From the first line of the data down to and including the line with "border:4px solid #111;", copy everything exactly, leaving out pictures.

GIVEN DATA:
⟨

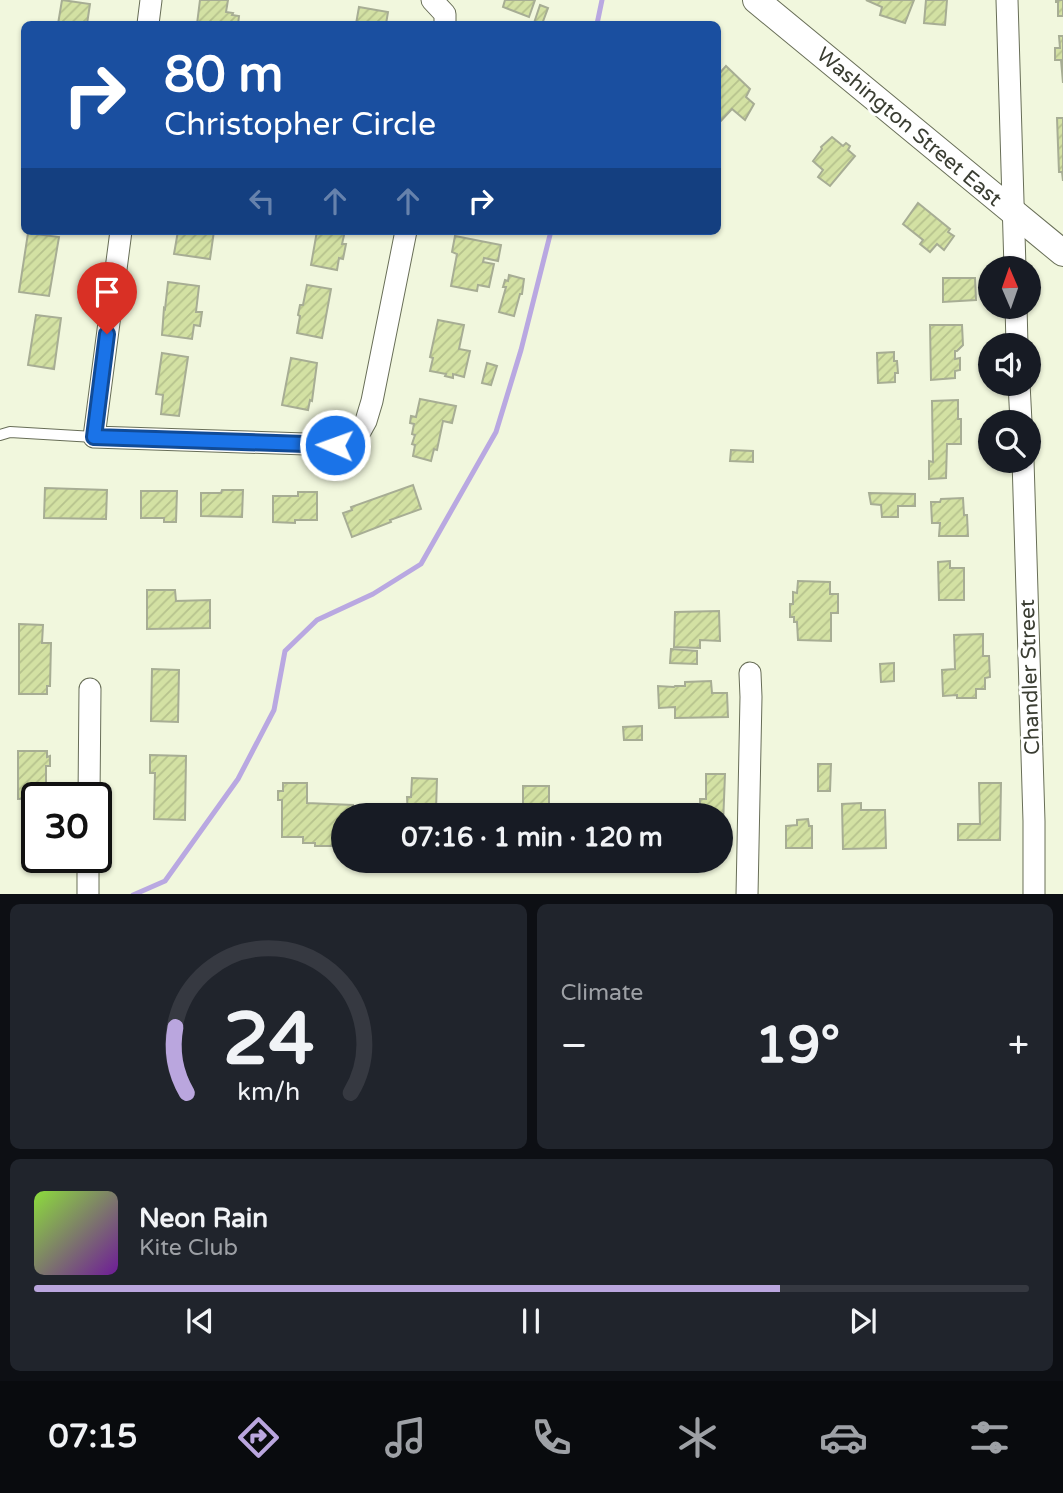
<!DOCTYPE html>
<html lang="en">
<head>
<meta charset="utf-8">
<style>
	body { margin:0; font-family:"Varela Round",sans-serif; background:#20242c; color:#f1f3f6; height:100vh; display:flex; flex-direction:column; font-size:26px; white-space:nowrap }
	* { box-sizing:border-box; margin:0 }
	p { font-size:23px; color:#9ea1a6 }
	.icon { flex:none; width:38px; height:38px; fill:none; stroke:currentColor; stroke-width:2; stroke-linecap:round; stroke-linejoin:round }
	.map { position:relative; height:894px; overflow:hidden }
	.drawer { display:flex; flex-direction:column; gap:10px; padding:10px; background:#0d0f14; flex:1 }
	.drawer>* { flex:none }
	.top-card { position:absolute; left:21px; top:21px; width:700px; height:214px; border-radius:10px; box-shadow:0 2px 5px #0004; background:#1a4fa0; color:#fff; overflow:hidden }
	.needle { width:46px; rotate:358deg }
	.tools { position:absolute; left:978px; top:256px; display:grid; gap:14px }
	.tools a { display:grid; place-items:center; width:63px; height:63px; border-radius:50%; background:#171b24; box-shadow:0 2px 5px #0004; font-size:35px }
	.speed { position:absolute; left:21px; top:782px; display:flex; gap:14px; font-size:35px; font-weight:700; text-align:center }
	.speed>* { display:grid; place-content:center; width:91px; height:91px; border-radius:50%; background:#171b24; box-shadow:0 2px 5px #0004; line-height:1 }
	.speed .limit { border:4px solid #111; border-radius:10px; background:#fff; color:#111 }
	.pin { position:absolute; display:grid; place-items:center; width:60px; height:60px; color:#fff; margin:-72px -30px; border-radius:50% 50% 50% 0; rotate:-45deg; box-shadow:0 0 7px #0007 }
	.pin .icon { rotate:45deg }
	.me { position:absolute; width:77px; margin:-38px; rotate:272deg; stroke-linejoin:round; filter:drop-shadow(0 0 5px #0008) }
	.turn { display:flex; align-items:center; gap:24px; height:147px; padding:0 28px; font-size:32px }
	.turn .icon { width:91px; height:91px; stroke-width:2.5 }
	.turn b { display:block; font-size:49px; line-height:60px }
	.lanes { display:flex; align-items:center; height:66px; padding:0 28px; background:#0003; justify-content:center; gap:35px; direction:ltr }
	.lanes .off { opacity:.35 }
	.big { font-size:52px; font-weight:700; line-height:1.1 }
	.drawer .card { flex:1; display:flex; flex-direction:column; justify-content:center; gap:10px; min-width:0; padding:0 24px; border-radius:10px; background:#20242c }
	.drawer .dial { align-items:center; gap:0 }
	.dial svg { height:182px; overflow:visible; fill:none; stroke:#363941; stroke-width:7; stroke-linecap:round; text-anchor:middle }
	.dial text { fill:#f1f3f6; stroke:none }
	.song { display:flex; align-items:center; gap:21px }
	.cover { width:84px; height:84px; border-radius:10px; background:linear-gradient(135deg,hsl(90 70% 55%),hsl(280 70% 35%)) }
	.played { height:7px; border-radius:4px; background:linear-gradient(90deg,#baa6de 75%,#363941 75%) }
	.keys { display:flex; justify-content:space-around; direction:ltr }
	.heat { display:flex; justify-content:space-between; align-items:center; font-size:38px; direction:ltr }
	.drawer .tiles { flex:1; display:grid; gap:10px; grid-template-columns:1fr 1fr }
	.card:last-child { grid-column:span 2 }
	.trip { position:absolute; left:331px; top:803px; width:402px; height:70px; border-radius:35px; background:#171b24; box-shadow:0 2px 5px #0004; font-weight:700; line-height:70px; text-align:center }
	.tab-bar { display:flex; height:112px; justify-content:space-around; align-items:center; background:#090b0e; color:#9ea1a6 }
	.tab-bar .icon { width:49px; height:49px }
	.tab-bar .on { color:#baa6de }
	.tab-bar b { font-size:32px; color:#f1f3f6 }
	.map>svg:first-child { display:block }
</style>
</head>
<body>
<div class="map">
<svg width="1063" height="895" viewBox="0 0 1063 895">
	<defs>
		<pattern id="building-hatch" width="6" height="6" patternUnits="userSpaceOnUse" patternTransform="scale(1.75)"><rect width="6" height="6" fill="#d3e1a3"/><path d="M-1 1l2-2M0 6l6-6M5 7l2-2" fill="none" stroke="#b6c28d"/></pattern>
	</defs>
	<rect width="100%" height="100%" fill="#f1f7dd"/>
	<g fill="none" stroke-linecap="round" stroke-linejoin="round">
		<!-- stream -->
		<g stroke="#b9a8e1" stroke-width="5">
			<path d="M597,24L602,0"/>
			<path d="M133,895L165,881L238,779L274,710L285,651L317,620L373,594L421,564L496,432L521,350L551,231"/>
		</g>
	</g>
	<!-- building -->
	<g fill="url(#building-hatch)" stroke="#a7ad94" stroke-width="2">
		<path d="M62,0L90,4L87,24H58Z"/>
		<path d="M200,0H228L226,12L233,13L232,15L239,16L238,24H197Z"/>
		<path d="M505,0H535L529,17L503,7Z"/>
		<path d="M866,0H914L905,23L880,15L882,7Z"/>
		<path d="M926,0H947L945,25L924,23Z"/>
		<path d="M1056,0H1063V16H1058V2H1056Z"/>
		<path d="M540,5L548,8L542,24H538L534,23Z"/>
		<path d="M359,7L388,12L386,24H356Z"/>
		<path d="M1059,36H1063V83L1061,60H1055V48H1060Z"/>
		<path d="M726,66L750,89L746,97L754,104L745,120L732,109L718,124V75Z"/>
		<path d="M1057,118H1063V181L1062,172H1059Z"/>
		<path d="M832,137L843,146L846,143L850,146L848,150L855,156L830,186L818,177L823,170L813,161L822,149L821,147Z"/>
		<path d="M918,203L950,229L948,232L954,236L944,250L937,244L930,252L920,244L923,240L903,224Z"/>
		<path d="M178,231H214L210,259L174,254Z"/>
		<path d="M317,231H345L342,244H346L343,259L339,258L337,270L311,265Z"/>
		<path d="M28,233L59,237L49,296L19,292Z"/>
		<path d="M455,236L501,245L498,261L484,258L483,262L494,264L489,287L478,285L477,291L451,286L457,254L452,252Z"/>
		<path d="M509,275L524,279L522,294H520L514,316L499,312L506,287H503L505,280L508,281Z"/>
		<path d="M943,278H975L976,300L943,302Z"/>
		<path d="M168,282L199,286L196,312H202L200,326L194,325L192,339L162,335L164,308L165,309Z"/>
		<path d="M307,285L331,289L322,338L297,333L300,316L298,315L300,305H303Z"/>
		<path d="M36,315L61,318L54,369L28,365Z"/>
		<path d="M438,320L464,325L459,349L470,351L464,377L453,374V378L445,376L446,374L430,371L433,358L430,357Z"/>
		<path d="M930,325H962L963,345L957,351H955V359L960,358V370L955,371V378L931,380Z"/>
		<path d="M894,352V361H897L898,373H895V382L878,383L877,353Z"/>
		<path d="M162,353L188,357L179,416L161,414L163,395L156,394Z"/>
		<path d="M291,358L317,363L312,401L310,400L308,410L282,405Z"/>
		<path d="M487,363L497,366L491,385L482,383Z"/>
		<path d="M420,399L456,406L452,423L443,421L437,450L434,449L431,461L413,456L415,445L412,444L415,435L412,434L414,424L410,423L411,416L416,417Z"/>
		<path d="M958,400V419H961V444H947L946,478L929,479V461L933,462L932,401Z"/>
		<path d="M731,450L753,451V462L730,461Z"/>
		<path d="M413,485L421,509L390,520L391,522L352,537L343,513L352,510L351,507Z"/>
		<path d="M45,488L107,490L106,519L44,518Z"/>
		<path d="M222,490H243L242,517L201,516V493H221Z"/>
		<path d="M141,491H177L176,522H164V518H141Z"/>
		<path d="M298,492H317V520H295V523L273,522V496H298Z"/>
		<path d="M869,493L915,494V506H898V517H882L881,505L871,504Z"/>
		<path d="M963,498L964,515H967L968,536H939L940,523H932L931,502H940L941,499Z"/>
		<path d="M950,561V568H964V600H939L938,562Z"/>
		<path d="M798,581L830,582V594H838V613H831V641L798,640L797,622H794V617H790V604H793V592L797,593Z"/>
		<path d="M147,590H175L176,601L210,600V628L147,629Z"/>
		<path d="M719,611L720,641L700,640V648L674,647L675,612Z"/>
		<path d="M19,624L43,625L42,643H51L50,686H47V694H19Z"/>
		<path d="M983,634V656H989L990,677L985,678V689H976V698H957V695L943,696L942,670L955,669L954,635Z"/>
		<path d="M671,649L697,651V664L670,663Z"/>
		<path d="M894,663V681L881,682L880,664Z"/>
		<path d="M152,669L179,670L178,722L151,721Z"/>
		<path d="M711,681L712,693H727L728,717L675,718V707L659,708L658,686L674,687L675,686H685V682Z"/>
		<path d="M642,726V740H624L623,727Z"/>
		<path d="M18,751H47V757L50,756V766H46V783L50,784V794L46,793V798L18,799Z"/>
		<path d="M150,755L186,756L185,820L154,819L155,773H150Z"/>
		<path d="M818,764H831L830,791H818Z"/>
		<path d="M706,774H725L723,825H727V848H721V816H700V799H706Z"/>
		<path d="M412,778L437,779L436,810H439V816H408L407,797H411Z"/>
		<path d="M283,783H307V803L353,805L352,816H343V844H339V846H315V843H303V837H282V800H278V791H283Z"/>
		<path d="M979,783H1001L1000,840H958V824H980Z"/>
		<rect x="523" y="786" width="26" height="21"/>
		<path d="M861,803V810H885L886,848L843,849L842,804Z"/>
		<path d="M522,807H536V816L522,815Z"/>
		<path d="M536,807L578,808V816H536Z"/>
		<path d="M808,819L809,826H812V848H786V826L797,825V820Z"/>
	</g>
	<g fill="none" stroke-linecap="round" stroke-linejoin="round">
		<!-- service casing -->
		<g stroke="#686e57" stroke-width="12">
			<path id="service" d="M0,435L10,432L94,437"/>
		</g>
		<!-- minor casing -->
		<g stroke="#686e57" stroke-width="23">
			<g id="minor">
				<path d="M432,0L445,14V24"/>
				<path d="M1007,0L1015,268"/>
				<path d="M148,24L151,0"/>
				<path d="M121,231L94,437L335,445L356,439L366,421L372,401L406,231"/>
				<path d="M1016,306L1017,345"/>
				<path d="M1019,383L1021,422"/>
				<path d="M1023,460L1034,821V895"/>
				<path d="M89,798L90,689"/>
				<path d="M88,895V858"/>
				<path d="M747,895L751,697L750,673"/>
			</g>
		</g>
		<!-- tertiary casing -->
		<g stroke="#686e57" stroke-width="28">
			<path id="tertiary" d="M756,0L1063,253"/>
		</g>
		<!-- service -->
		<use href="#service" stroke="#fff" stroke-width="10"/>
		<!-- minor -->
		<use href="#minor" stroke="#fff" stroke-width="21"/>
		<!-- tertiary -->
		<use href="#tertiary" stroke="#fff" stroke-width="26"/>
	</g>
	<g fill="none" stroke-linecap="round" stroke-linejoin="round">
		<!-- route casing -->
		<g stroke="#114b97" stroke-width="18">
			<path id="route" d="M107,334L94,437L335,445"/>
		</g>
		<!-- route -->
		<use href="#route" stroke="#1a73e8" stroke-width="12"/>
	</g>
	<g text-anchor="middle" dominant-baseline="central" stroke-width="6" stroke-linejoin="round" paint-order="stroke">
		<!-- street labels -->
		<g font-size="21" fill="#3a3d32" stroke="#fff">
			<text transform="translate(909 127) rotate(40)">Washington Street East</text>
			<text transform="translate(1030 677) rotate(-92)">Chandler Street</text>
		</g>
	</g>
</svg>
<div class="tools">
<a><svg class="needle" viewBox="-14 -14 28 28"><path d="M0-13l5 13h-10z" fill="#e53935"/><path d="M0 13l5-13h-10z" fill="#9ea1a6"/></svg></a>
<a><svg class="icon" aria-label="sound" viewBox="0 0 24 24"><path d="M4 9h4l5-4v14l-5-4H4zM17 9q2 3 0 6"/></svg></a>
<a><svg class="icon" aria-label="search" viewBox="0 0 24 24"><circle cx="10" cy="10" r="6"/><path d="M15 15l6 6"/></svg></a>
</div>
<div class="speed"><div class="limit">30</div></div>
<div class="pin" style="left:107px;top:334px;background:#d93025"><svg class="icon" aria-label="arrive" viewBox="0 0 24 24"><path d="M6 21V4h12l-3 4 3 4H6"/></svg></div>
<svg class="me" style="left:335px;top:445px" viewBox="-20 -20 40 40"><circle r="17" fill="#1a73e8" stroke="#fff" stroke-width="3"/><path d="M0-11L8 9 0 5-8 9z" fill="#fff"/></svg>
<div class="trip">07:16 · 1 min · 120 m</div>
<div class="top-card">
<div class="turn"><svg class="icon" aria-label="right" viewBox="0 0 24 24"><path d="M7 20v-9h11M14 6l5 5-5 5"/></svg><div><b>80 m</b>Christopher Circle</div></div>
<div class="lanes"><svg class="icon off" aria-label="left" viewBox="0 0 24 24"><path d="M17 20v-9H6M10 6l-5 5 5 5"/></svg><svg class="icon off" aria-label="ahead" viewBox="0 0 24 24"><path d="M12 20V5M6 11l6-6 6 6"/></svg><svg class="icon off" aria-label="ahead" viewBox="0 0 24 24"><path d="M12 20V5M6 11l6-6 6 6"/></svg><svg class="icon" aria-label="right" viewBox="0 0 24 24"><path d="M7 20v-9h11M14 6l5 5-5 5"/></svg></div>
</div>
</div>
<section class="drawer">
<div class="tiles">
<div class="card dial"><svg viewBox="0 0 100 80">
<path d="M14 69A42 42 0 1 1 86 69"/>
<path d="M14 69A42 42 0 0 1 9 40" stroke="#baa6de"/>
<text x="50" y="56" font-size="32" font-weight="700">24</text>
<text x="50" y="72" font-size="11">km/h</text>
</svg></div>
<div class="card"><p>Climate</p>
<div class="heat"><a>−</a><b class="big">19°</b><a>+</a></div>
</div>
<div class="card">
<div class="song"><i class="cover"></i><div><b>Neon Rain</b><p>Kite Club</p></div></div>
<div class="played"></div>
<div class="keys"><svg class="icon" aria-label="previous" viewBox="0 0 24 24"><path d="M18 5L8 12l10 7zM5 5v14"/></svg><svg class="icon" aria-label="pause" viewBox="0 0 24 24"><path d="M8 5v14M16 5v14"/></svg><svg class="icon" aria-label="next" viewBox="0 0 24 24"><path d="M6 5l10 7-10 7zM19 5v14"/></svg></div>
</div>
</div>
</section>
<nav class="tab-bar">
<b>07:15</b>
<svg class="icon on" aria-label="directions" viewBox="0 0 24 24"><path d="M12 3l9 9-9 9-9-9zM9 14v-3h6M13 9l2 2-2 2"/></svg>
<svg class="icon" aria-label="music" viewBox="0 0 24 24"><path d="M9 18V5l10-2v13"/><circle cx="6" cy="18" r="3"/><circle cx="16" cy="16" r="3"/></svg>
<svg class="icon" aria-label="phone" viewBox="0 0 24 24"><path d="M5 4h4l2 5-3 2q2 4 5 5l2-3 5 2v4C11 20 4 13 5 4z"/></svg>
<svg class="icon" aria-label="climate" viewBox="0 0 24 24"><path d="M12 3v18M4 7l16 10M4 17L20 7"/></svg>
<svg class="icon" aria-label="car" viewBox="0 0 24 24"><path d="M5 17H2v-5l4-1 3-4h7l3 4 3 1v5h-3M9 17h6M6 11h13"/><circle cx="7" cy="17" r="2"/><circle cx="17" cy="17" r="2"/></svg>
<svg class="icon" aria-label="filters" viewBox="0 0 24 24"><path d="M4 7h16M4 17h16"/><circle cx="9" cy="7" r="2"/><circle cx="15" cy="17" r="2"/></svg>
</nav>
</body>
</html>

⟩

SOLUTION TO THIS PROBLEM:
<!DOCTYPE html>
<html lang="en">
<head>
<meta charset="utf-8">
<style>
	body { margin:0; font-family:"Varela Round",sans-serif; background:#20242c; color:#f1f3f6; height:100vh; display:flex; flex-direction:column; font-size:26px; white-space:nowrap }
	* { box-sizing:border-box; margin:0 }
	p { font-size:23px; color:#9ea1a6 }
	.icon { flex:none; width:38px; height:38px; fill:none; stroke:currentColor; stroke-width:2; stroke-linecap:round; stroke-linejoin:round }
	.map { position:relative; height:894px; overflow:hidden }
	.drawer { display:flex; flex-direction:column; gap:10px; padding:10px; background:#0d0f14; flex:1 }
	.drawer>* { flex:none }
	.top-card { position:absolute; left:21px; top:21px; width:700px; height:214px; border-radius:10px; box-shadow:0 2px 5px #0004; background:#1a4fa0; color:#fff; overflow:hidden }
	.needle { width:46px; rotate:358deg }
	.tools { position:absolute; left:978px; top:256px; display:grid; gap:14px }
	.tools a { display:grid; place-items:center; width:63px; height:63px; border-radius:50%; background:#171b24; box-shadow:0 2px 5px #0004; font-size:35px }
	.speed { position:absolute; left:21px; top:782px; display:flex; gap:14px; font-size:35px; font-weight:700; text-align:center }
	.speed>* { display:grid; place-content:center; width:91px; height:91px; border-radius:50%; background:#171b24; box-shadow:0 2px 5px #0004; line-height:1 }
	.speed .limit { border:4px solid #111; border-radius:10px; background:#fff; color:#111 }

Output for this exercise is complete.